Bard91 17.04.2010 16:27

jestem osobą wierzącą, zacząłem być bardziej pobożny jakoś 3 lata temu pisze to bo mam kolegów/ koleżanki nie wierzących w Boga. Napisałem to by zadać następujące pytanie,Czasem mój kolega widząc że wierze zaczyna wypominać błędy jakie Kościół ma miedzy innym o homoseksualizm, lub takie jak "Mamy wolną wole , Bóg nas kocha le jak nie będziemy wierzyć pośle nas na wieczne potępienie" zacytowałem jego jedne pytanie. Lecz nie tylko takie padały z jego ust. Mówi także że Katolicy mają jeden nurt myślenia i że "Wszystko inne uważają za złe" Miedzy innymi inne religie. Ale i mój tata którego naprawdę kocham czasem łatwo można go zdenerwować, mówił że jest wierzący ale nie "Wierzy w księdzy" i uważa ich za złodziei podążający tylko za swoim zyskiem. Podając przykład księdza Rydzyka. Mówił że liczy ich tylko pieniądze, kolega o tym mówił i nawet powiedział że ksiądz mówił za na Mszy Świętej kto ile dał na wybudowanie Wierzy zegarowej i mówił tych którzy nie dali. nie wiem czy ta sytuacja opisana przez kolegę jest prawdziwa bo nie słyszałem jej. Pisze to bo takie pytania zapędzają mnie w kozi róg i nie wiem jak im odpowiedzieć, Boli mnie czasem że Mój kolega nie wierzy i w taki sposób mówi o wierze blisko mnie. Mój tata mówi że "księdza przysięgali ubóstwo a podążają za pieniędzmi" odpowiadam im że księdza to tylko ludzie i każdy upada lecz to nie skutkuje proszę o pomoc.

Odpowiedź:

Nie ma innej rady, jak po prostu po kolei różne takie sprawy tłumaczyć.

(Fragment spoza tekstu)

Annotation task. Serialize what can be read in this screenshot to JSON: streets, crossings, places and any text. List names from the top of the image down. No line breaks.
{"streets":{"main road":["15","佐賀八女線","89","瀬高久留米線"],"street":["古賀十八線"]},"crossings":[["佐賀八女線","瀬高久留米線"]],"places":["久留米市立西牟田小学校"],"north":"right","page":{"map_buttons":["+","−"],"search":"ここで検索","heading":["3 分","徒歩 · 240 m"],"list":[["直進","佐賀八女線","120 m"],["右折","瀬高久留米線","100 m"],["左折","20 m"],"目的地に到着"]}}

1. Możliwość potępienia nie przeczy wolnej woli. Bo posiadanie wolnej woli nie znaczy, że można robić co się chce, ale że ma się możliwość wybierania. Pretensje do Pana Boga, że ktoś chce zła, to już gruba przesada. Tak, chce zła. Piekło czeka tych, którzy świadomie i dobrowolnie poważne zło wybierają. Co wybierają, to i mają...

2. Cała tradycja biblijna homoseksualizm traktuje jako zło. Do niedawna tak jeszcze traktował to cały świat. Dziś większość też. To, że część ludzi zaczęła to zboczenie seksualne uważać za normę, nie znaczy że jest tak naprawdę.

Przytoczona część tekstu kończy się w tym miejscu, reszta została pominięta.